Special aspects of different model approaches to the evaluation of membranes’ electrodiffusion characteristics, required for the limiting diffusion current calculations, are analyzed. They include a two-phase microheterogeneous model of the membrane conductivity and a three-wire model of ion-exchange material. The limiting diffusion current density was calculated by the refined Pierce equation taking into consideration the membrane selectivity and the electrolyte reverse diffusion contribution. The counter-ion transport numbers in membrane and the differential coefficient of its diffusion permeability required for the limiting current estimation were determined from experimental data on the concentration dependences of the conductivity, diffusion permeability, the counter-ion and water transport numbers over wide range of the sodium chloride solution concentration. The range of the NaCl solution concentrations in which the theoretical calculation of the membranes’ electrodiffusion characteristics is possible was revealed by example of the MF-4SK perfluorinated membranes with different specific water content. The concentration range in which the limiting current density can be correctly estimated was shown to depend on the applied model approach and the membrane’s specific water content. The using of the refined Pierce equation is an imperative for samples whose specific water content exceeds 20 mol Н2О/mol of functional groups because in this case the electrolyte solution reverse diffusion by no means can be neglected.

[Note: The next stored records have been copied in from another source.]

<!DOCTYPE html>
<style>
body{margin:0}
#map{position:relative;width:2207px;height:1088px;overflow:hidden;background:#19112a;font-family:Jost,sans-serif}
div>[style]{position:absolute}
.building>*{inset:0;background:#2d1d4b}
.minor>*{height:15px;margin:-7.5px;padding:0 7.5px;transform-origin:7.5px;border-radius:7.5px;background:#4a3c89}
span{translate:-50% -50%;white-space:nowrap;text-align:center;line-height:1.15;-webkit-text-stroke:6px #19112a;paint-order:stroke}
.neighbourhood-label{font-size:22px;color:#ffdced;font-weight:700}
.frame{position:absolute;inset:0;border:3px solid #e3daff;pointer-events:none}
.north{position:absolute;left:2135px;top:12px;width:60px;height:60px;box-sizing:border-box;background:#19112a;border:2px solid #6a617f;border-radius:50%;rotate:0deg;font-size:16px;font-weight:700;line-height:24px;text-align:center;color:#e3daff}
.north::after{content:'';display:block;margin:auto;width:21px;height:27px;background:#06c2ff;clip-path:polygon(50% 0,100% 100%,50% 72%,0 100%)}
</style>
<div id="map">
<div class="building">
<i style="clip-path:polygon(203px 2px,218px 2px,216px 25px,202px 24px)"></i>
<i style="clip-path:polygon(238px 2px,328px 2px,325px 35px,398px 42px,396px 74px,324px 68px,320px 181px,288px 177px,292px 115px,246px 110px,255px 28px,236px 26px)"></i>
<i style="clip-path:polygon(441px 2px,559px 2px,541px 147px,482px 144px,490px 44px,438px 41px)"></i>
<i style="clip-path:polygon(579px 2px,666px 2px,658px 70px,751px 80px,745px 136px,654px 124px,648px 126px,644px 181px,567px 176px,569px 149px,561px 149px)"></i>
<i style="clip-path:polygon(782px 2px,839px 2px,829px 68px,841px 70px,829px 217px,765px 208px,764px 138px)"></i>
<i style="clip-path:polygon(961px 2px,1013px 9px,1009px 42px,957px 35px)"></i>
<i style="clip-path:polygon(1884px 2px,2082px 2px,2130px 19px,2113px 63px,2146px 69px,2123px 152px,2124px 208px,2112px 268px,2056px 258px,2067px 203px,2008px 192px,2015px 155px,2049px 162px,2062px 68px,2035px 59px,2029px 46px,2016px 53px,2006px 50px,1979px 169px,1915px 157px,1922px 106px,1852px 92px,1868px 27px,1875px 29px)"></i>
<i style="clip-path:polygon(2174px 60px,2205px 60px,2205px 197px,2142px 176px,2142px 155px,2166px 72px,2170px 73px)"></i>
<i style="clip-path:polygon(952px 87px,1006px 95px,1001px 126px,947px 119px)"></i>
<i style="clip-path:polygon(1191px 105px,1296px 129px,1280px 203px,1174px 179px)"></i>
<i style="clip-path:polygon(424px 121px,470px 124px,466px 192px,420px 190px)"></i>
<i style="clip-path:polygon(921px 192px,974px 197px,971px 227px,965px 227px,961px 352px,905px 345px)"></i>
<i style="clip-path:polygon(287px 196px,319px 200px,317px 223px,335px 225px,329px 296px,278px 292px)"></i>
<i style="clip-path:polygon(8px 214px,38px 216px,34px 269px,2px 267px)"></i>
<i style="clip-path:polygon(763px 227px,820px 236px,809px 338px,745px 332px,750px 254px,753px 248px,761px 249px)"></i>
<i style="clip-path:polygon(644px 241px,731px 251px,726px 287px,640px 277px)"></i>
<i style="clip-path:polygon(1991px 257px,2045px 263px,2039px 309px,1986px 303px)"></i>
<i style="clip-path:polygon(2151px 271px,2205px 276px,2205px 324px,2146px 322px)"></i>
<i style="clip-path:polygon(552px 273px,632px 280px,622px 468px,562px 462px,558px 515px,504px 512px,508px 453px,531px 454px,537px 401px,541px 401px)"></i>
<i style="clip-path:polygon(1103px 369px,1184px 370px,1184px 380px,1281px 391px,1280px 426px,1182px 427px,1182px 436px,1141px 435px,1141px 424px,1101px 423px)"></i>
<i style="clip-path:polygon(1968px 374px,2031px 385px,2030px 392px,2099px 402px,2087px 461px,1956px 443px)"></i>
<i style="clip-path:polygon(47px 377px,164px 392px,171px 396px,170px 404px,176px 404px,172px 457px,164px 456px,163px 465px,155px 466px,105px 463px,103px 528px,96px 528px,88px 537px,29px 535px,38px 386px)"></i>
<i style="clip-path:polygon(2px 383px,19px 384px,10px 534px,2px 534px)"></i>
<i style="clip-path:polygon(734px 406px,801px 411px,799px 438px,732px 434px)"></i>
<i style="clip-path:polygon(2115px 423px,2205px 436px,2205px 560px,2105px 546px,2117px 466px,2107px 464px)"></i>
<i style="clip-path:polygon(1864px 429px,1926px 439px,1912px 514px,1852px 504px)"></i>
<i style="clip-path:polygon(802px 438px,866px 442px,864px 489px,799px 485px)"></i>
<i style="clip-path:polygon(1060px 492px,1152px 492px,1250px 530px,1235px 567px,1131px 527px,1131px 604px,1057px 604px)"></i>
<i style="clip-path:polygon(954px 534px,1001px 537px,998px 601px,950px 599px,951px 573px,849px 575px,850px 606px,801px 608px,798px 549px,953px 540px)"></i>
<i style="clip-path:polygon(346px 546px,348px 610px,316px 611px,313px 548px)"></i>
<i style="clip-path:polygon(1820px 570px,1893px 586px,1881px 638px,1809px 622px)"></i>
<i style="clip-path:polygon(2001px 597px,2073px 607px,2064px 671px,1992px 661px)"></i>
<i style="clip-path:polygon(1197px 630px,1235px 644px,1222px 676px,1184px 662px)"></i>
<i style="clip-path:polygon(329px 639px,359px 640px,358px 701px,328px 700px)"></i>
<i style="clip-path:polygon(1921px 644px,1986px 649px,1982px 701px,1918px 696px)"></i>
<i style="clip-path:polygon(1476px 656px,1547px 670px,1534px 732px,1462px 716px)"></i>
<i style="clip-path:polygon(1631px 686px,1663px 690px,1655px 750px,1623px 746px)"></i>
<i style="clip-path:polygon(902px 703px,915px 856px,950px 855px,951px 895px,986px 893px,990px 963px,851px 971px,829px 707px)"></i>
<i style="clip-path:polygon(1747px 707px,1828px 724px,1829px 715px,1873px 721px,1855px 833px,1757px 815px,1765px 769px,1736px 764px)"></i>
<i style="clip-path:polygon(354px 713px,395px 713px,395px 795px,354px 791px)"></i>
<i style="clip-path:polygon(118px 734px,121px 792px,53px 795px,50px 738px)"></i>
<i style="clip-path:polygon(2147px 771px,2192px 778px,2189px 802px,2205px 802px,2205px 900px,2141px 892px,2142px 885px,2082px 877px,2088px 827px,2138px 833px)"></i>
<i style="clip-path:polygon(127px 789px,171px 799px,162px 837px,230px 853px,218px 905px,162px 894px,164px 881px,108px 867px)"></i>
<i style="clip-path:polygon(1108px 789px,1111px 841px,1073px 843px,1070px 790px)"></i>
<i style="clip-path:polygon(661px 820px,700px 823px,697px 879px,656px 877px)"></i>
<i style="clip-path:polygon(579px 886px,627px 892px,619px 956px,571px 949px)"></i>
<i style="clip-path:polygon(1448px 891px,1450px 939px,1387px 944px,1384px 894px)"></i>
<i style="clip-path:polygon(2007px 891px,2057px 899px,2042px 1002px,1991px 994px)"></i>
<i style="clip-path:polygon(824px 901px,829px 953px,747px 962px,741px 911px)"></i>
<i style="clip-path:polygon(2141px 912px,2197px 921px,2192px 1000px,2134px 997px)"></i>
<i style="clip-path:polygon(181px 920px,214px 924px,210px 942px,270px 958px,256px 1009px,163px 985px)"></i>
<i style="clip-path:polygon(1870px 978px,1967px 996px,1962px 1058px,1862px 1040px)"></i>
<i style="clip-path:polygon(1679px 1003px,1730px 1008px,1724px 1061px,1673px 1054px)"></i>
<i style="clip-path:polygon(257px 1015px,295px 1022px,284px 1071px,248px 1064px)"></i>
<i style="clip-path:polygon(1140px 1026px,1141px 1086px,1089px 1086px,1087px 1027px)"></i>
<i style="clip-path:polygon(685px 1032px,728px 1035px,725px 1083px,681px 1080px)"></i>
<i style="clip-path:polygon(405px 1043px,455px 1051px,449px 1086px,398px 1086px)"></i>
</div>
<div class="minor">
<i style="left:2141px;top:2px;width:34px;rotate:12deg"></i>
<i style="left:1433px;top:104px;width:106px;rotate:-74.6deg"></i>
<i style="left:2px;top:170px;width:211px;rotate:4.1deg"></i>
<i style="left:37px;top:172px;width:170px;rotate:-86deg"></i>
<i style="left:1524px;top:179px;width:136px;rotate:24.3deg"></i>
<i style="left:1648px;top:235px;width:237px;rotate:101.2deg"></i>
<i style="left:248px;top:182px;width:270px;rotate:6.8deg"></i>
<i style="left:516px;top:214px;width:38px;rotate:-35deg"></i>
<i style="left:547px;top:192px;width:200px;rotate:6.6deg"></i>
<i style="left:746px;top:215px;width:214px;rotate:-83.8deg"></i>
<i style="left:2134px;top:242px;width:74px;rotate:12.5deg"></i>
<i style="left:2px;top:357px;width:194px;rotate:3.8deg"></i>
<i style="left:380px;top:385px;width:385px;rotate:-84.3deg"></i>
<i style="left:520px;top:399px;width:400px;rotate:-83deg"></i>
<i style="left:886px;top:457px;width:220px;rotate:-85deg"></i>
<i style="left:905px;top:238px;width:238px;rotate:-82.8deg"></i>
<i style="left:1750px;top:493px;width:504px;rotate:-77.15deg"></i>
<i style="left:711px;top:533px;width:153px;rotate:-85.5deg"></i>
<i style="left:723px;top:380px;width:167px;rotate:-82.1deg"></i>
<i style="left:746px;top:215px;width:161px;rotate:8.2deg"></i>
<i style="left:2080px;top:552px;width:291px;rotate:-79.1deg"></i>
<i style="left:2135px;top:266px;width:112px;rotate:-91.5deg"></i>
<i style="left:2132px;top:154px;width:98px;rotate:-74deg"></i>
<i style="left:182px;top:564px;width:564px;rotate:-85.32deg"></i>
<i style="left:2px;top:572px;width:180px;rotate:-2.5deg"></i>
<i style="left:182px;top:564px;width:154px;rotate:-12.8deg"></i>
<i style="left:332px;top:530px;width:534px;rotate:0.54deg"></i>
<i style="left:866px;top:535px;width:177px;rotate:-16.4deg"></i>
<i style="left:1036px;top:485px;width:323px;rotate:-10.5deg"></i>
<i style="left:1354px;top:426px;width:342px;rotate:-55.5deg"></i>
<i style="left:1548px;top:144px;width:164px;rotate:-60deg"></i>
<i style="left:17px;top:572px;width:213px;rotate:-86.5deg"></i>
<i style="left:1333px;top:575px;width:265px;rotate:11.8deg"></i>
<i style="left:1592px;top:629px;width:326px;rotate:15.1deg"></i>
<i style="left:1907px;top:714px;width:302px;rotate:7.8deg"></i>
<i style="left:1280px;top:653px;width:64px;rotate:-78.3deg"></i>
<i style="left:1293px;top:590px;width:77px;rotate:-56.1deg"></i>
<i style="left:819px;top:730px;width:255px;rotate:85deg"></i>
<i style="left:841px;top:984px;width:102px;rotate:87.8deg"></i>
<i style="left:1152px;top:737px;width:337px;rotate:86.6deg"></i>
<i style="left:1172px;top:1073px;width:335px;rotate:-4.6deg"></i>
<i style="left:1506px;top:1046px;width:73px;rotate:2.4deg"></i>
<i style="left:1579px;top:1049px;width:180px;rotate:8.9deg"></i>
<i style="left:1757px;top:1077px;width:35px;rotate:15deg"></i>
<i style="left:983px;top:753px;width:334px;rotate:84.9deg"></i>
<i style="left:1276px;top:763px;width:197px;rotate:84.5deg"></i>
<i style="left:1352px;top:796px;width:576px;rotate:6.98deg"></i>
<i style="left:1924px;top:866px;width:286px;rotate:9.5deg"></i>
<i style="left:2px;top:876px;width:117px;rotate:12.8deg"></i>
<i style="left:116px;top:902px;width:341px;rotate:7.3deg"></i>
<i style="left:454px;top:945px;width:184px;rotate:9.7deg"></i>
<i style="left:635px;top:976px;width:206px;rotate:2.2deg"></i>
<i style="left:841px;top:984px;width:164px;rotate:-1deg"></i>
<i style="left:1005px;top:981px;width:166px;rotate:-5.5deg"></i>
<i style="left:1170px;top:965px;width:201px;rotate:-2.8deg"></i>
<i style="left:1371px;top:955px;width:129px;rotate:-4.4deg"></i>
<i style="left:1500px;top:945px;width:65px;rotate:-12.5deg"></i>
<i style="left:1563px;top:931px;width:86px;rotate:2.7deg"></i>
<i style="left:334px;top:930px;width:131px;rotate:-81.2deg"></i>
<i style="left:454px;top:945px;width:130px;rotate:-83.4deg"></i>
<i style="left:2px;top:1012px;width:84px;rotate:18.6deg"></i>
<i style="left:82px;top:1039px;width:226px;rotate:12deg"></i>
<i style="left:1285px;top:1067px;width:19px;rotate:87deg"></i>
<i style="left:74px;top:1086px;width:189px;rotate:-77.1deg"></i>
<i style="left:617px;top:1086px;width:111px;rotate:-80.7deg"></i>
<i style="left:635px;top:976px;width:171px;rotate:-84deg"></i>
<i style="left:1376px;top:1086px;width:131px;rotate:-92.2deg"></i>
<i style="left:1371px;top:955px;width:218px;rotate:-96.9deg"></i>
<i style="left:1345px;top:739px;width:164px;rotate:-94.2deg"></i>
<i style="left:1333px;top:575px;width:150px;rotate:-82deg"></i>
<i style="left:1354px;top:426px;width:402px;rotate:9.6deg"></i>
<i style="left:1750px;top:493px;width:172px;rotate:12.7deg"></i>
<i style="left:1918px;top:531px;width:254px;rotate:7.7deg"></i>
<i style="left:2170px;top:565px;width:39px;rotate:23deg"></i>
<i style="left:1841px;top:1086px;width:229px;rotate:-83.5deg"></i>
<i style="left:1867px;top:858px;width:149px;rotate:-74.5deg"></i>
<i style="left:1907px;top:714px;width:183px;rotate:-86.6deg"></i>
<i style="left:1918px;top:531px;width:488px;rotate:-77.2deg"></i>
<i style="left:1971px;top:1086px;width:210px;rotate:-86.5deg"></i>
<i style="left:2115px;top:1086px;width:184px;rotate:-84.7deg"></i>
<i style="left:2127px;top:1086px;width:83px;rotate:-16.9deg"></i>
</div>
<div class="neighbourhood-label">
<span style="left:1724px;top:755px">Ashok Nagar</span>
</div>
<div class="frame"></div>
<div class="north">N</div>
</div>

The comparison of theoretically calculated limiting diffusion current density with that obtained from experimentally measured current–voltage curves showed the possibility of adequate theoretical estimating of this parameter for the MF-4SK perfluorinated membranes modified with organic and inorganic dopants. This allows using relatively simple measurements of the modified ion-exchange membrane transport characteristics for the predicting of the modifier effect not only on the transport properties but also on the limiting current under given conditions, hence, to predict the effectiveness of the using the membranes’ modifications in electromembrane processes for the solving of particular practical problems.